▶ _Work instruction_
The lines needed are those from the start of the records through the line holding "Give bounding boxes", each copied exactly.

▶ _Materials provided_
**********

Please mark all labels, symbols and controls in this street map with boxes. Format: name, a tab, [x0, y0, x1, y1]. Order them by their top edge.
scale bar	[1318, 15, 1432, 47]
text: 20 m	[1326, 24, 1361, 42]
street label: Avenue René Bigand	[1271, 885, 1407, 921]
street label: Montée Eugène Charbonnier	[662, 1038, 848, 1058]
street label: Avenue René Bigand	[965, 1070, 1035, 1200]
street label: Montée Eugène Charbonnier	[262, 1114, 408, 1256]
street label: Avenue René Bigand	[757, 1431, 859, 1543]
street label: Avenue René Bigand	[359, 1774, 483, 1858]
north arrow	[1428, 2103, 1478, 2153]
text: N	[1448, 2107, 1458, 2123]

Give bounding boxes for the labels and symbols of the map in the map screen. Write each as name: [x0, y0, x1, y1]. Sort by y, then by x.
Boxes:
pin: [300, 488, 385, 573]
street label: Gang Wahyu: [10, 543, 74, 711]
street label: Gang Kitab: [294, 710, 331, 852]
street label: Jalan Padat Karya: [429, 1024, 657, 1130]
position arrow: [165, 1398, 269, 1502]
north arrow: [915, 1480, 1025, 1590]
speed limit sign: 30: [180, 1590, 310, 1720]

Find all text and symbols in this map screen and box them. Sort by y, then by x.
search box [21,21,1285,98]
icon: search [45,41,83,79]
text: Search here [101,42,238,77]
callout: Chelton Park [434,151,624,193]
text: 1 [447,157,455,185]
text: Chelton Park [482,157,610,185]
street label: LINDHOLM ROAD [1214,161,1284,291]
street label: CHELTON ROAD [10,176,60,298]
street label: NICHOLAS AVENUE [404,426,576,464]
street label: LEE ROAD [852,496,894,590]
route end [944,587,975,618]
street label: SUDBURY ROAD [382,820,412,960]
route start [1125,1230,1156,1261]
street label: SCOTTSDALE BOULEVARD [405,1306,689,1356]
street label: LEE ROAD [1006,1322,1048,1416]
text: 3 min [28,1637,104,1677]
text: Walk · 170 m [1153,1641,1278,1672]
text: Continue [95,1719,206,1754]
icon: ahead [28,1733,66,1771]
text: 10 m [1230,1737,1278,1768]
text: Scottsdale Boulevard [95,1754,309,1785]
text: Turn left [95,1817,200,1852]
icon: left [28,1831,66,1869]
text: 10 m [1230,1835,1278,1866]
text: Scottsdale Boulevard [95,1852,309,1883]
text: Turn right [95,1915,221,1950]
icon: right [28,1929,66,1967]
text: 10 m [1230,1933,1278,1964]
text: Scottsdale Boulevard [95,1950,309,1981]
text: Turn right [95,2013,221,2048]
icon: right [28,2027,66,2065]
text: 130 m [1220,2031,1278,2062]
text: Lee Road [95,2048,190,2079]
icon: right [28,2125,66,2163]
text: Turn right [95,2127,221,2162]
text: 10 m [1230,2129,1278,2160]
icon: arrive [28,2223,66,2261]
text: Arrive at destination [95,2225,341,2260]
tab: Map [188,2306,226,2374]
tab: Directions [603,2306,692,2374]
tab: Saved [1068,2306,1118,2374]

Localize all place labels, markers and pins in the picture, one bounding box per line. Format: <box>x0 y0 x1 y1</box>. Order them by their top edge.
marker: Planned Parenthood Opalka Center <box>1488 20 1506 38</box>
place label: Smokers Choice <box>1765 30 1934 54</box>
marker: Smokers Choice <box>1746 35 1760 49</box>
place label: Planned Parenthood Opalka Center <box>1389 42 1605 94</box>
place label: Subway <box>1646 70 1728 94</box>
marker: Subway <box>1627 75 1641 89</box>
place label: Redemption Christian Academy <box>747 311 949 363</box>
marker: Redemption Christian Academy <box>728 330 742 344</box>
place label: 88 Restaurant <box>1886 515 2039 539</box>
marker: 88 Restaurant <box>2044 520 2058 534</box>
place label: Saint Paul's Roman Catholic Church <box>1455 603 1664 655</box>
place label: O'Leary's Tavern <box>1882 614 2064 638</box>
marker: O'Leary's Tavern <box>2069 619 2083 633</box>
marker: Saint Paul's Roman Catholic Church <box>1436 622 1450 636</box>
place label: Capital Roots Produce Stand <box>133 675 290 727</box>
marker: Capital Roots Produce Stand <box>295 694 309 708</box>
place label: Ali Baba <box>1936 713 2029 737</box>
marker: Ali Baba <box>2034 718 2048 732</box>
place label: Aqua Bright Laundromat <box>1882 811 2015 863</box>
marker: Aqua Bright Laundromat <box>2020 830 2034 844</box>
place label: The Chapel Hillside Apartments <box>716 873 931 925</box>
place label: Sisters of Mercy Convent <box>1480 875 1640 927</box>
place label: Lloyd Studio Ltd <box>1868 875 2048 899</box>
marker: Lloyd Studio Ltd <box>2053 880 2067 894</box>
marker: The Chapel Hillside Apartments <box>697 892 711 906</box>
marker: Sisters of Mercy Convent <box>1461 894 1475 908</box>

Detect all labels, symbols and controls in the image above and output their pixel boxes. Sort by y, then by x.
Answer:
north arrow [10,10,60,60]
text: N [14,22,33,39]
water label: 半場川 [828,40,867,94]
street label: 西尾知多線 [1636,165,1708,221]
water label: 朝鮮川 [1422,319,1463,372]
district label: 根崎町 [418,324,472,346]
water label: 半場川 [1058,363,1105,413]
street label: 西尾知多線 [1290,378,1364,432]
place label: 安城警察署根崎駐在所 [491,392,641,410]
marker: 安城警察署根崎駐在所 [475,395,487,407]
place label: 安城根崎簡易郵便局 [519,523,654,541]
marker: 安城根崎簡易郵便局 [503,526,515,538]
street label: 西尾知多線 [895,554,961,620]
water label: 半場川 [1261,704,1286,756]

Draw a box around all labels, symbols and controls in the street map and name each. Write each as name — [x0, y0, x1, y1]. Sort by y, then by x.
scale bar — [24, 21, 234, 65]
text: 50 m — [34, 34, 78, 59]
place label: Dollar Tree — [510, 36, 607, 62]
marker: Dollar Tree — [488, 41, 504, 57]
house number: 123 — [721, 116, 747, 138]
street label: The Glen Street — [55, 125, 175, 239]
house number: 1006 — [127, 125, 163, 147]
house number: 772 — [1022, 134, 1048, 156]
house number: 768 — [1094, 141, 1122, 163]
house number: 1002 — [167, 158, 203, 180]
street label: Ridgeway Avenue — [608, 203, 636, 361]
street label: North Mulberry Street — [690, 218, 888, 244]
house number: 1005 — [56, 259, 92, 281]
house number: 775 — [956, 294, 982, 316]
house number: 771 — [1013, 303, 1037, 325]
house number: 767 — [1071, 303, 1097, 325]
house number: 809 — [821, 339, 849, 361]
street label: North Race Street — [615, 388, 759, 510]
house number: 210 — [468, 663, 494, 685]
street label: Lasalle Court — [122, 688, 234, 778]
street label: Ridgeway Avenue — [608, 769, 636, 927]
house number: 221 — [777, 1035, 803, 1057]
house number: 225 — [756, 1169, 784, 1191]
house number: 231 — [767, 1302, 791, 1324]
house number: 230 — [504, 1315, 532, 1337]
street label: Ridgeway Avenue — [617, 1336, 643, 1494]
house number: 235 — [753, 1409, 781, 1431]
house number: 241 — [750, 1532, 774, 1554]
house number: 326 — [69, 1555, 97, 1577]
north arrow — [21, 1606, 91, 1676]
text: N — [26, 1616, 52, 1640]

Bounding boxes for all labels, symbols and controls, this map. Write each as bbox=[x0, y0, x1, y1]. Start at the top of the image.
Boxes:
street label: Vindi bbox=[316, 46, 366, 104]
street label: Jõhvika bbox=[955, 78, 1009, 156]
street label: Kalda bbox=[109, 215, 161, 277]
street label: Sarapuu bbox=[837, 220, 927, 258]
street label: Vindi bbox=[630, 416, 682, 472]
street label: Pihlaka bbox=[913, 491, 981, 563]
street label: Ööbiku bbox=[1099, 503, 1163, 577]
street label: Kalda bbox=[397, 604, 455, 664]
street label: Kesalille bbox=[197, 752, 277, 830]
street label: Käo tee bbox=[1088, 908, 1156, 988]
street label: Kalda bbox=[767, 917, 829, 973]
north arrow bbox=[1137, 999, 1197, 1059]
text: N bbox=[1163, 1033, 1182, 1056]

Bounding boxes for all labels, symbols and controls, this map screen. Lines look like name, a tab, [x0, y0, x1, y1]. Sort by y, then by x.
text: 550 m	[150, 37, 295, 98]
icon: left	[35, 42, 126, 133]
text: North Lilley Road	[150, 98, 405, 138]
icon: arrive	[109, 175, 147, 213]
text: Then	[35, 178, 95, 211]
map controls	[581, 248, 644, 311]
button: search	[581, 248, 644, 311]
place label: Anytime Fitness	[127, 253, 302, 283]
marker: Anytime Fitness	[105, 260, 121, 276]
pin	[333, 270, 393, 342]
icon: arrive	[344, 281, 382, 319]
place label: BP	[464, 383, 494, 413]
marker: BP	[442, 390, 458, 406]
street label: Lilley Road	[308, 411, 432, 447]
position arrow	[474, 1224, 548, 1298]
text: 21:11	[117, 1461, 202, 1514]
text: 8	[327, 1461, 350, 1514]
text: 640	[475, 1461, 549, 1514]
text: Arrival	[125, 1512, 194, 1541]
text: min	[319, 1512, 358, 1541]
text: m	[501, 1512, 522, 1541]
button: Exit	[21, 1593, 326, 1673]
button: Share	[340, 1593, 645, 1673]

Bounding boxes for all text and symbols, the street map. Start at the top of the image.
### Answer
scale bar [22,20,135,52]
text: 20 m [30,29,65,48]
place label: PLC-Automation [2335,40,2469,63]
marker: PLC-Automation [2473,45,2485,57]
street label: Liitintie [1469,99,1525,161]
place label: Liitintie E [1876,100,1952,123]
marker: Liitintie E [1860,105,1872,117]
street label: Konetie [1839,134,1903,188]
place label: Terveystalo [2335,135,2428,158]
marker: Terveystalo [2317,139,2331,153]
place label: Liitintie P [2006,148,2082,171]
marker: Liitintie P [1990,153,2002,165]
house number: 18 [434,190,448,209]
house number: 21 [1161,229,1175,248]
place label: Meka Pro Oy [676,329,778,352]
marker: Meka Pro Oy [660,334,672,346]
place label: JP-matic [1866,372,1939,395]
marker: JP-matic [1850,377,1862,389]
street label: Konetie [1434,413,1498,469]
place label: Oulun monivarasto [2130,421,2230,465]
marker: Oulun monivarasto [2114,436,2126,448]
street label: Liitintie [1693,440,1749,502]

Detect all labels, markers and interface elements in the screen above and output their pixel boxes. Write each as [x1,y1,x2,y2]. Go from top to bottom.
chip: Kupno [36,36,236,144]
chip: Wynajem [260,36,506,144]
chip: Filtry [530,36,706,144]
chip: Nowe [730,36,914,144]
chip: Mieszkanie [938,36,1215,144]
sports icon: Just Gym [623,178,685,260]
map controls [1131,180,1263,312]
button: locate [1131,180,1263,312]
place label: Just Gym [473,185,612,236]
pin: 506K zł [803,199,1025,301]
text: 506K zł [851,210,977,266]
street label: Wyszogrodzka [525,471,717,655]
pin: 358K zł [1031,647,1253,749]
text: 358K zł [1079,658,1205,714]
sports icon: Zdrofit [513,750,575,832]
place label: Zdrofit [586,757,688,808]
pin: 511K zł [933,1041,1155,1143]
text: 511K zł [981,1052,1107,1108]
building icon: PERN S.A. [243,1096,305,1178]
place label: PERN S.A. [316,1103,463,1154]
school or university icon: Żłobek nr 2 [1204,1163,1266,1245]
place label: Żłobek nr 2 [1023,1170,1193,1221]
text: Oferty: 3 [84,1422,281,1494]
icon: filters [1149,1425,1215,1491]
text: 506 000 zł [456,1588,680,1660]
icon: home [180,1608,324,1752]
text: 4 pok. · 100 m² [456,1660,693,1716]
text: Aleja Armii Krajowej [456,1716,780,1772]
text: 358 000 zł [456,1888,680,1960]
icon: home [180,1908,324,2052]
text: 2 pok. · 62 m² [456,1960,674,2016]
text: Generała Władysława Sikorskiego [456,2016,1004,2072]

**********

▶ _Exercise solution_
Please mark all labels, symbols and controls in this street map with boxes. Format: name, a tab, [x0, y0, x1, y1]. Order them by their top edge.
scale bar	[1318, 15, 1432, 47]
text: 20 m	[1326, 24, 1361, 42]
street label: Avenue René Bigand	[1271, 885, 1407, 921]
street label: Montée Eugène Charbonnier	[662, 1038, 848, 1058]
street label: Avenue René Bigand	[965, 1070, 1035, 1200]
street label: Montée Eugène Charbonnier	[262, 1114, 408, 1256]
street label: Avenue René Bigand	[757, 1431, 859, 1543]
street label: Avenue René Bigand	[359, 1774, 483, 1858]
north arrow	[1428, 2103, 1478, 2153]
text: N	[1448, 2107, 1458, 2123]

Give bounding boxes for the labels and symbols of the map in the map screen. Write each as name: [x0, y0, x1, y1]. Sort by y, then by x.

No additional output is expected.